2. Bei der Bemessung des - nach Maßgabe des von § 89 Abs. 3 S. 1 FamFG eröffneten Rahmens festzusetzenden - Ordnungsgeldes sind Schwere und Ausmaß der Verletzungshandlung, deren Folgen für den Berechtigten, zeitlicher Umfang des Verstoßes, Grad des Verschuldens des Verpflichteten, spezialpräventive Aspekte (was ist erforderlich, damit der Verpflichtete sich künftig titelkonform verhält?) sowie die wirtschaftlichen Verhältnisse des Verpflichteten zu berücksichtigen.
Der Fall:
Kind bei der Mutter. Die Eltern vereinbaren in einem Vergleich eine Umgangsregelung, in der auch Verschiebungen und Nachholtermine geregelt sind. Der Kindergeburtstag ist nicht explizit geregelt. Der Vater verschiebt gemäss Vereinbarung mit Begründung. Demnach findet der Nachholtermin ein Wochenende später statt. Da hat die Mutter die Geburtstagsfeier für das Kind angesetzt. Man habe schon Einladungskarten verschickt, das ginge nicht, sagt die Mutter und gibt das Kind nicht heraus. Vater beantragt Ordnungsgeld. Familiengericht verknackt Mutter zu 100 EUR, Mutter legt sofort Beschwerde ein. Und verliert: "Der nach § 87 Abs. 4 FamFG i.V.m. §§ 567 ff. ZPO zulässigen sofortigen Beschwerde bleibt in der Sache ein Erfolg versagt. Zu Recht hat das Familiengericht gegen die Mutter ein Ordnungsgeld von 100 EUR festgesetzt."

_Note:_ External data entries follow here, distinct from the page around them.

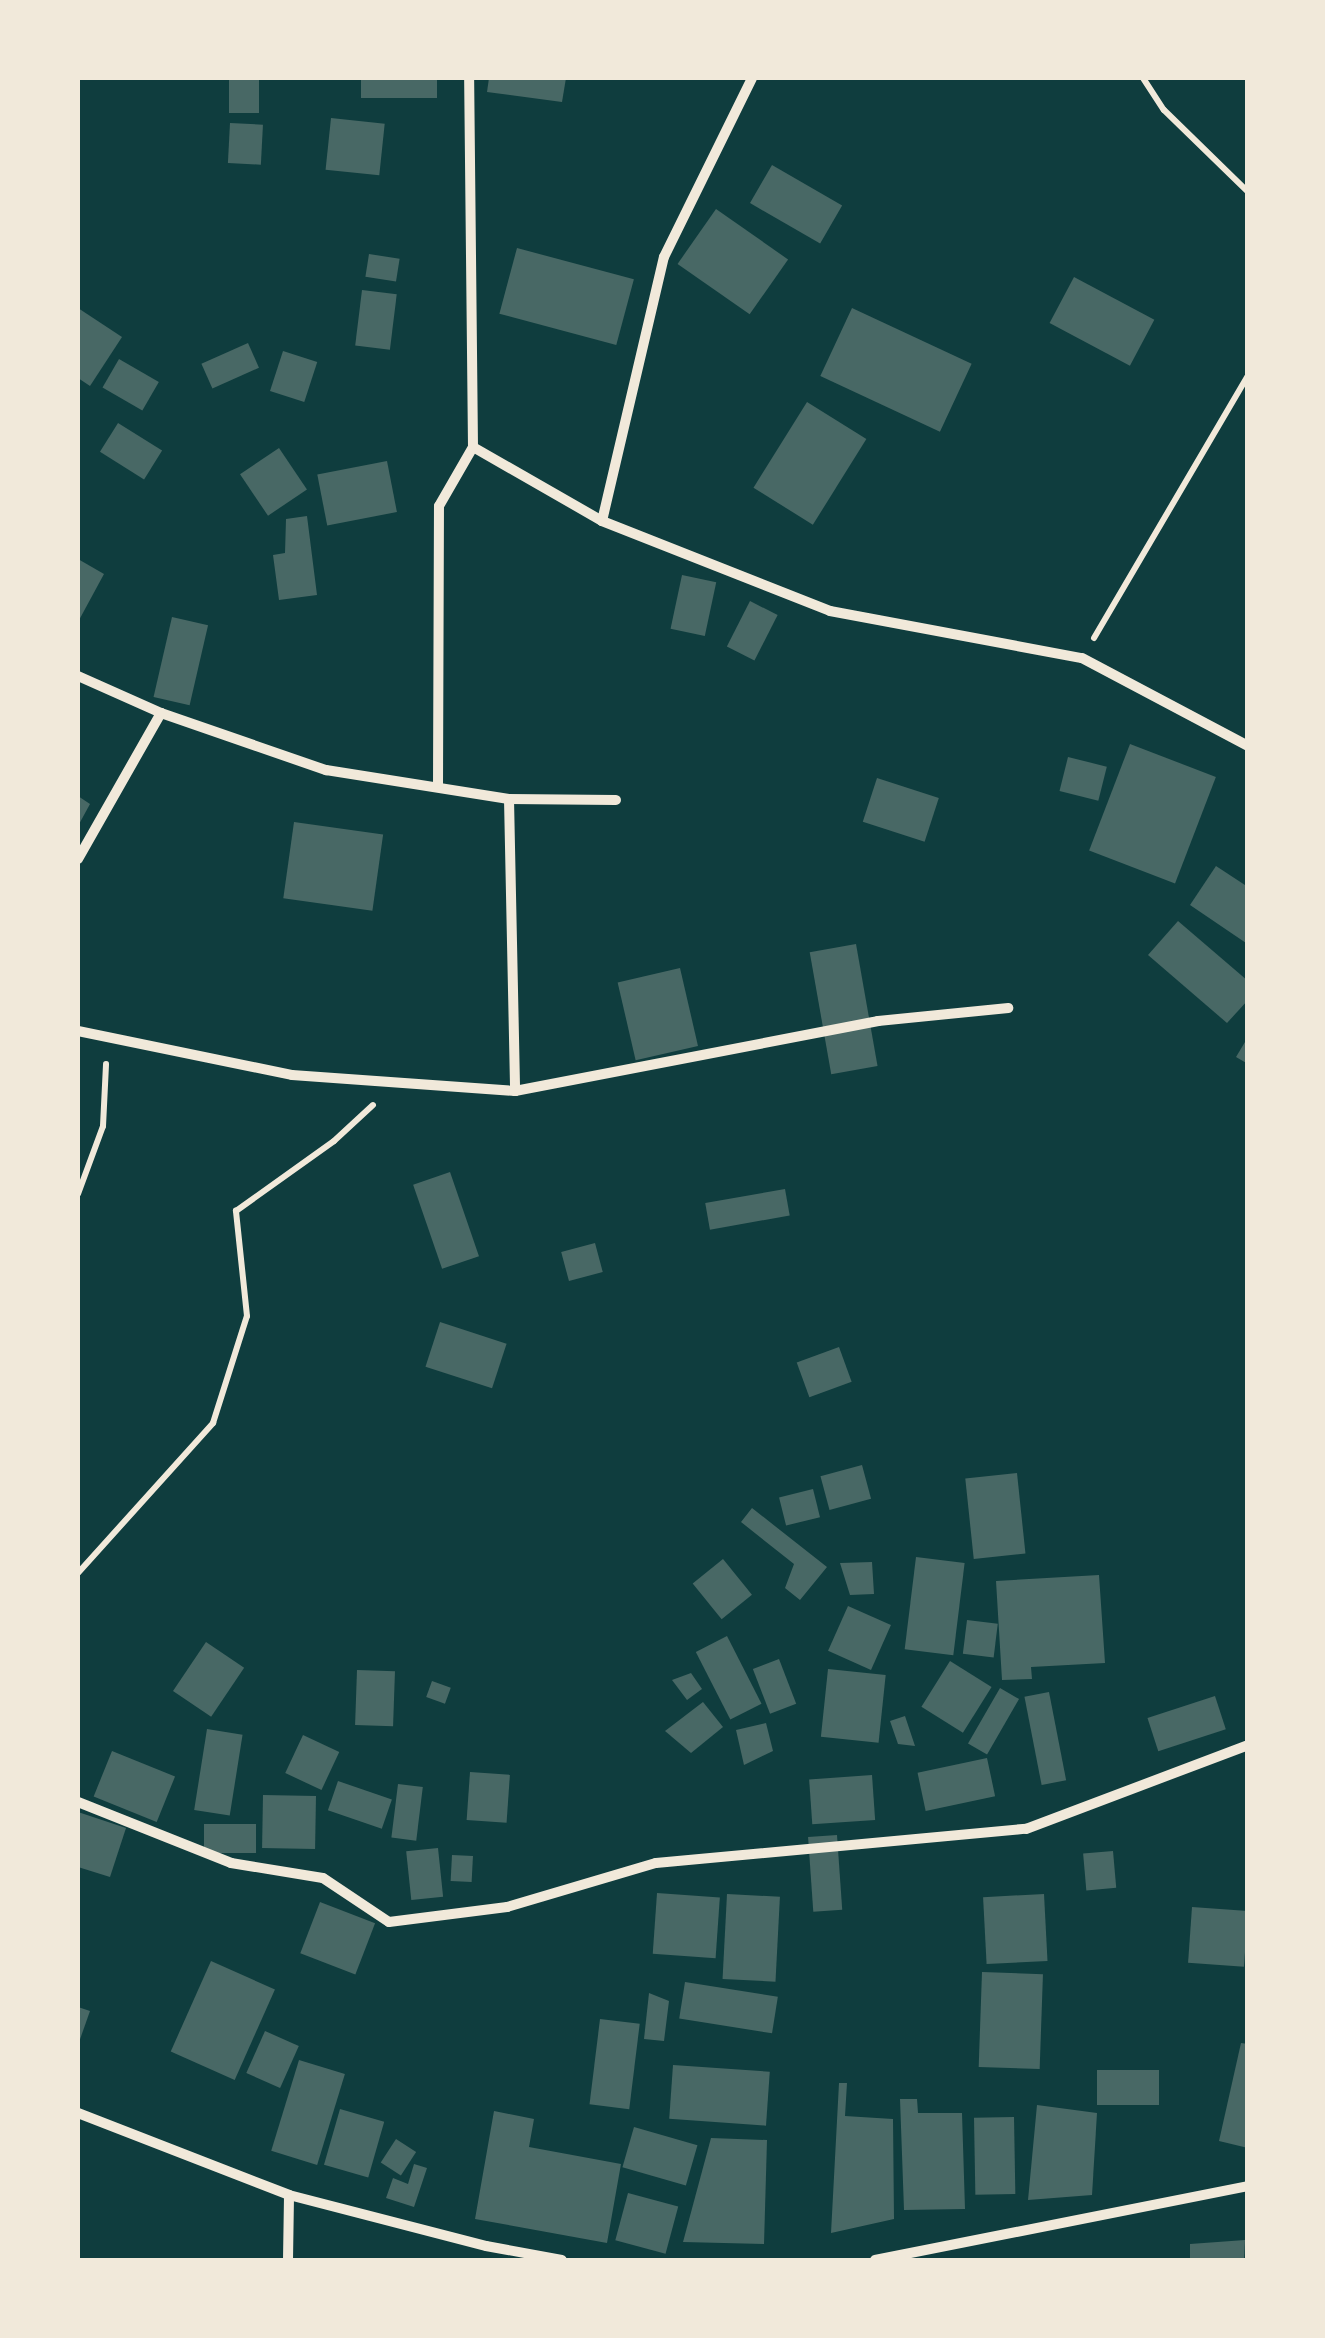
<!DOCTYPE html>
<html>
<head>
<meta charset="utf-8">
<style>
  body { margin:0 }
  #map { position:relative; width:1325px; height:2338px; overflow:hidden; background:#0f3d3e; font-family:Poppins,sans-serif }
  div>[style] { position:absolute }
  .building>* { inset:0; background:#486865; transform-origin:0 0 }
  .path>* { height:6px; margin:-3px; padding:0 3px; transform-origin:3px; border-radius:3px; background:#f1e9da }
  .minor>* { height:10px; margin:-5px; padding:0 5px; transform-origin:5px; border-radius:5px; background:#f1e9da }
  span { translate:-50% -50%; white-space:nowrap; text-align:center; line-height:1.15; -webkit-text-stroke:10px #f1e9da; paint-order:stroke }
  .frame { position:absolute; inset:0; border:80px solid #f1e9da; pointer-events:none }
</style>
</head>
<body>
<div id="map">
  <div class="building">
    <div style="left:229px;top:78px;width:30px;height:35px"></div>
    <div style="left:361px;top:78px;width:76px;height:20px"></div>
    <div style="clip-path:polygon(489px 78px,566px 78px,562px 102px,487px 92px)"></div>
    <div style="left:331px;top:118px;width:54px;height:52px;rotate:6deg"></div>
    <div style="left:230px;top:123px;width:33px;height:40px;rotate:3deg"></div>
    <div style="left:772px;top:165px;width:81px;height:44px;rotate:30deg"></div>
    <div style="left:716px;top:209px;width:88px;height:67px;rotate:35deg"></div>
    <div style="left:517px;top:248px;width:121px;height:68px;rotate:15deg"></div>
    <div style="left:369px;top:254px;width:31px;height:23px;rotate:9deg"></div>
    <div style="left:1074px;top:277px;width:91px;height:52px;rotate:28deg"></div>
    <div style="left:362px;top:290px;width:35px;height:56px;rotate:7deg"></div>
    <div style="clip-path:polygon(78px 308px,122px 337px,90px 386px,78px 378px)"></div>
    <div style="left:852px;top:308px;width:132px;height:75px;rotate:25deg"></div>
    <div style="left:248px;top:343px;width:27px;height:51px;rotate:66deg"></div>
    <div style="left:283px;top:351px;width:36px;height:42px;rotate:18deg"></div>
    <div style="left:119px;top:359px;width:46px;height:33px;rotate:30deg"></div>
    <div style="left:807px;top:402px;width:70px;height:101px;rotate:32deg"></div>
    <div style="left:118px;top:423px;width:52px;height:34px;rotate:32deg"></div>
    <div style="left:279px;top:448px;width:50px;height:47px;rotate:56deg"></div>
    <div style="left:387px;top:461px;width:52px;height:71px;rotate:79deg"></div>
    <div style="clip-path:polygon(307px 516px,317px 595px,279px 600px,273px 555px,285px 553px,286px 519px)"></div>
    <div style="clip-path:polygon(78px 559px,104px 574px,78px 622px)"></div>
    <div style="left:682px;top:575px;width:35px;height:55px;rotate:12deg"></div>
    <div style="left:750px;top:601px;width:31px;height:51px;rotate:27deg"></div>
    <div style="left:172px;top:617px;width:37px;height:82px;rotate:13deg"></div>
    <div style="left:1130px;top:744px;width:92px;height:114px;rotate:21deg"></div>
    <div style="left:1068px;top:757px;width:40px;height:35px;rotate:14deg"></div>
    <div style="left:877px;top:778px;width:65px;height:46px;rotate:18deg"></div>
    <div style="clip-path:polygon(78px 796px,90px 804px,78px 826px)"></div>
    <div style="left:294px;top:822px;width:90px;height:77px;rotate:8deg"></div>
    <div style="clip-path:polygon(1216px 866px,1248px 887px,1246px 943px,1190px 905px)"></div>
    <div style="clip-path:polygon(1178px 921px,1248px 981px,1248px 1000px,1227px 1023px,1148px 955px)"></div>
    <div style="left:856px;top:944px;width:124px;height:47px;rotate:80deg"></div>
    <div style="left:680px;top:968px;width:80px;height:64px;rotate:77deg"></div>
    <div style="clip-path:polygon(1248px 1037px,1248px 1064px,1236px 1057px)"></div>
    <div style="left:450px;top:1172px;width:89px;height:39px;rotate:71deg"></div>
    <div style="left:785px;top:1189px;width:27px;height:81px;rotate:80deg"></div>
    <div style="left:595px;top:1243px;width:30px;height:35px;rotate:75deg"></div>
    <div style="left:440px;top:1322px;width:70px;height:47px;rotate:18deg"></div>
    <div style="left:839px;top:1347px;width:37px;height:45px;rotate:70deg"></div>
    <div style="left:862px;top:1465px;width:35px;height:43px;rotate:75deg"></div>
    <div style="left:1017px;top:1473px;width:81px;height:52px;rotate:84deg"></div>
    <div style="left:813px;top:1489px;width:29px;height:35px;rotate:76deg"></div>
    <div style="clip-path:polygon(752px 1508px,827px 1567px,800px 1600px,785px 1588px,794px 1564px,741px 1522px)"></div>
    <div style="left:916px;top:1557px;width:49px;height:93px;rotate:7deg"></div>
    <div style="left:723px;top:1559px;width:46px;height:39px;rotate:51deg"></div>
    <div style="clip-path:polygon(872px 1562px,874px 1594px,850px 1595px,840px 1563px)"></div>
    <div style="clip-path:polygon(1099px 1575px,1105px 1663px,1031px 1667px,1032px 1679px,1002px 1680px,996px 1581px)"></div>
    <div style="left:848px;top:1606px;width:47px;height:49px;rotate:24deg"></div>
    <div style="left:967px;top:1620px;width:31px;height:34px;rotate:7deg"></div>
    <div style="left:727px;top:1636px;width:76px;height:35px;rotate:63deg"></div>
    <div style="left:206px;top:1642px;width:46px;height:59px;rotate:34deg"></div>
    <div style="left:779px;top:1659px;width:48px;height:28px;rotate:69deg"></div>
    <div style="left:950px;top:1661px;width:49px;height:54px;rotate:32deg"></div>
    <div style="left:828px;top:1669px;width:58px;height:68px;rotate:6deg"></div>
    <div style="left:357px;top:1670px;width:38px;height:55px;rotate:2deg"></div>
    <div style="clip-path:polygon(691px 1673px,702px 1689px,687px 1700px,672px 1680px)"></div>
    <div style="left:432px;top:1681px;width:20px;height:17px;rotate:20deg"></div>
    <div style="left:1000px;top:1688px;width:22px;height:64px;rotate:30deg"></div>
    <div style="left:1049px;top:1692px;width:90px;height:25px;rotate:79deg"></div>
    <div style="left:1215px;top:1696px;width:35px;height:71px;rotate:72deg"></div>
    <div style="clip-path:polygon(703px 1702px,723px 1727px,691px 1753px,665px 1731px)"></div>
    <div style="clip-path:polygon(905px 1716px,915px 1746px,898px 1744px,890px 1721px)"></div>
    <div style="clip-path:polygon(766px 1723px,773px 1751px,744px 1765px,736px 1730px)"></div>
    <div style="left:207px;top:1729px;width:36px;height:82px;rotate:9deg"></div>
    <div style="left:303px;top:1735px;width:40px;height:42px;rotate:25deg"></div>
    <div style="left:112px;top:1751px;width:68px;height:49px;rotate:22deg"></div>
    <div style="left:987px;top:1758px;width:39px;height:71px;rotate:78deg"></div>
    <div style="left:470px;top:1772px;width:40px;height:48px;rotate:4deg"></div>
    <div style="left:872px;top:1775px;width:45px;height:63px;rotate:86deg"></div>
    <div style="left:338px;top:1781px;width:57px;height:31px;rotate:19deg"></div>
    <div style="left:398px;top:1784px;width:25px;height:54px;rotate:7deg"></div>
    <div style="left:263px;top:1795px;width:53px;height:53px;rotate:1deg"></div>
    <div style="clip-path:polygon(78px 1812px,126px 1828px,110px 1877px,78px 1867px)"></div>
    <div style="left:204px;top:1824px;width:52px;height:29px"></div>
    <div style="left:837px;top:1835px;width:75px;height:29px;rotate:86deg"></div>
    <div style="left:438px;top:1848px;width:49px;height:32px;rotate:84deg"></div>
    <div style="left:1113px;top:1851px;width:37px;height:30px;rotate:85deg"></div>
    <div style="left:452px;top:1855px;width:21px;height:26px;rotate:3deg"></div>
    <div style="left:657px;top:1893px;width:63px;height:61px;rotate:4deg"></div>
    <div style="left:727px;top:1894px;width:53px;height:85px;rotate:3deg"></div>
    <div style="left:1044px;top:1894px;width:67px;height:61px;rotate:87deg"></div>
    <div style="left:320px;top:1902px;width:59px;height:55px;rotate:21deg"></div>
    <div style="left:1192px;top:1907px;width:56px;height:56px;rotate:4deg"></div>
    <div style="left:211px;top:1961px;width:70px;height:99px;rotate:24deg"></div>
    <div style="left:982px;top:1972px;width:61px;height:95px;rotate:2deg"></div>
    <div style="left:685px;top:1982px;width:94px;height:37px;rotate:9deg"></div>
    <div style="clip-path:polygon(649px 1993px,669px 2001px,664px 2041px,644px 2039px)"></div>
    <div style="clip-path:polygon(78px 2007px,90px 2011px,78px 2045px)"></div>
    <div style="left:600px;top:2019px;width:40px;height:86px;rotate:7deg"></div>
    <div style="left:265px;top:2031px;width:37px;height:46px;rotate:24deg"></div>
    <div style="clip-path:polygon(1241px 2043px,1248px 2044px,1248px 2148px,1219px 2141px)"></div>
    <div style="left:299px;top:2060px;width:48px;height:95px;rotate:17deg"></div>
    <div style="left:673px;top:2065px;width:97px;height:54px;rotate:4deg"></div>
    <div style="left:1097px;top:2070px;width:62px;height:35px"></div>
    <div style="clip-path:polygon(839px 2083px,847px 2083px,845px 2116px,893px 2119px,894px 2219px,831px 2233px)"></div>
    <div style="clip-path:polygon(900px 2099px,917px 2099px,918px 2113px,962px 2113px,965px 2209px,904px 2210px)"></div>
    <div style="clip-path:polygon(1037px 2105px,1097px 2113px,1092px 2195px,1028px 2200px)"></div>
    <div style="left:340px;top:2109px;width:46px;height:58px;rotate:16deg"></div>
    <div style="clip-path:polygon(494px 2111px,534px 2119px,529px 2147px,621px 2164px,607px 2243px,475px 2219px)"></div>
    <div style="left:1014px;top:2117px;width:77px;height:40px;rotate:89deg"></div>
    <div style="left:634px;top:2127px;width:66px;height:42px;rotate:16deg"></div>
    <div style="clip-path:polygon(711px 2138px,767px 2140px,764px 2244px,683px 2242px)"></div>
    <div style="left:396px;top:2139px;width:24px;height:28px;rotate:33deg"></div>
    <div style="clip-path:polygon(414px 2164px,427px 2168px,414px 2207px,386px 2198px,393px 2178px,408px 2184px)"></div>
    <div style="left:628px;top:2193px;width:52px;height:49px;rotate:15deg"></div>
    <div style="clip-path:polygon(1245px 2240px,1244px 2260px,1190px 2260px,1190px 2244px)"></div>
  </div>
  <div class="path">
    <div style="left:1143px;top:78px;width:38px;rotate:57deg"></div>
    <div style="left:1164px;top:110px;width:117px;rotate:44.3deg"></div>
    <div style="left:1094px;top:638px;width:304px;rotate:-59.6deg"></div>
    <div style="left:78px;top:1194px;width:72px;rotate:-69.8deg"></div>
    <div style="left:103px;top:1126px;width:62px;rotate:-87.2deg"></div>
    <div style="left:78px;top:1573px;width:202px;rotate:-48deg"></div>
    <div style="left:213px;top:1423px;width:112px;rotate:-72.4deg"></div>
    <div style="left:247px;top:1316px;width:106px;rotate:-96deg"></div>
    <div style="left:236px;top:1211px;width:120px;rotate:-35.5deg"></div>
    <div style="left:334px;top:1141px;width:53px;rotate:-42.7deg"></div>
  </div>
  <div class="minor">
    <div style="left:473px;top:447px;width:149px;rotate:29.8deg"></div>
    <div style="left:602px;top:521px;width:245px;rotate:21.5deg"></div>
    <div style="left:830px;top:611px;width:256px;rotate:10.6deg"></div>
    <div style="left:1082px;top:658px;width:188px;rotate:27.9deg"></div>
    <div style="left:602px;top:521px;width:271px;rotate:-76.8deg"></div>
    <div style="left:664px;top:257px;width:199px;rotate:-63.8deg"></div>
    <div style="left:78px;top:676px;width:91px;rotate:24deg"></div>
    <div style="left:438px;top:787px;width:281px;rotate:-89.8deg"></div>
    <div style="left:439px;top:506px;width:68px;rotate:-60deg"></div>
    <div style="left:473px;top:447px;width:369px;rotate:-90.6deg"></div>
    <div style="left:509px;top:799px;width:292px;rotate:88.8deg"></div>
    <div style="left:78px;top:859px;width:168px;rotate:-60.4deg"></div>
    <div style="left:161px;top:713px;width:175px;rotate:19.1deg"></div>
    <div style="left:326px;top:770px;width:185px;rotate:9deg"></div>
    <div style="left:509px;top:799px;width:107px;rotate:0.5deg"></div>
    <div style="left:78px;top:1031px;width:218px;rotate:11.6deg"></div>
    <div style="left:292px;top:1075px;width:224px;rotate:4.1deg"></div>
    <div style="left:515px;top:1091px;width:370px;rotate:-10.9deg"></div>
    <div style="left:878px;top:1021px;width:131px;rotate:-5.7deg"></div>
    <div style="left:78px;top:1802px;width:165px;rotate:21.7deg"></div>
    <div style="left:231px;top:1863px;width:93px;rotate:9.3deg"></div>
    <div style="left:323px;top:1878px;width:79px;rotate:33.7deg"></div>
    <div style="left:389px;top:1922px;width:119px;rotate:-7.2deg"></div>
    <div style="left:507px;top:1907px;width:155px;rotate:-16.5deg"></div>
    <div style="left:656px;top:1863px;width:372px;rotate:-5.3deg"></div>
    <div style="left:1026px;top:1829px;width:237px;rotate:-20.7deg"></div>
    <div style="left:78px;top:2113px;width:226px;rotate:21.2deg"></div>
    <div style="left:289px;top:2195px;width:203px;rotate:14.5deg"></div>
    <div style="left:486px;top:2246px;width:77px;rotate:10.4deg"></div>
    <div style="left:288px;top:2260px;width:65px;rotate:-89.1deg"></div>
    <div style="left:875px;top:2260px;width:380px;rotate:-11.2deg"></div>
  </div>
  <div class="frame"></div>
</div>
</body>
</html>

Der damals geschlossene Gerichtsvergleich benötige wegen wegen § 86 Abs. 3 FamFG keine Vollstreckungsklausel und die Mutter habe ihm unzweifelhaft zuwider gehandelt. Sie könne demnach nur absagen, wenn sie die Absage nicht zu vertreten habe und sei dafür beweislastbeschwert. Zum Vater:
"Der Vater hat – vorbildlich frühzeitig – seine Verhinderung am Umgangswochenende vom 27. bis 30. August 2010 unter Geltendmachung berechtigter Gründe angezeigt und sein Recht auf eine Nachholung des Umgangs angemeldet. Die Unvermeidbarkeit der Ausrichtung des Kindesgeburtstages von M. am darauf folgenden Wochenende hat die Mutter auch im Beschwerdeverfahren nicht ansatzweise nachvollziehbar erläutert, vielmehr liegt vor dem Hintergrund des gesamten Akteninhalts die Vermutung nicht fern, dass der Kindergeburtstag aus anderen als den von der Mutter vorgebrachten Gründen auf den 3. September 2010 anberaumt wurde, zumal der Vater – von der Mutter unbestritten – vorgetragen hat, M. habe zuvor nie einen Kindergeburtstag ausgerichtet. Hiernach kommt es auf die – vom Vater bestrittene – Behauptung der Mutter, diesem sei schon seit längerer Zeit bekannt gewesen, dass der Kindergeburtstag am Wochenende vom 3./4. September 2010 gefeiert werden würde, nicht entscheidungserheblich an, weil die Mutter kein Recht hatte, den Kindergeburtstag auf den 3. September 2010 zu legen. Davon unabhängig – und selbständig tragend – begründet das ihre Behauptung bezügliche Beweisangebot der Mutter, M. anzuhören, bei den vorliegend obwaltenden Gegebenheiten auch unter Berücksichtigung des Amtsermittlungsgrundsatzes (§ 26 FamFG) nicht die Pflicht des Gerichts hierzu. Denn es ist nicht einmal im Ansatz ersichtlich, weshalb M. hierzu sachdienliche Angaben machen könnte. Insbesondere ist weder dargetan noch ersichtlich, wann, von wem, unter welchen Umständen und mit welchem Inhalt dem Vater der Termin des Kindesgeburtstages „längere Zeit“ vor dem 3. September 2010 mitgeteilt worden sein soll."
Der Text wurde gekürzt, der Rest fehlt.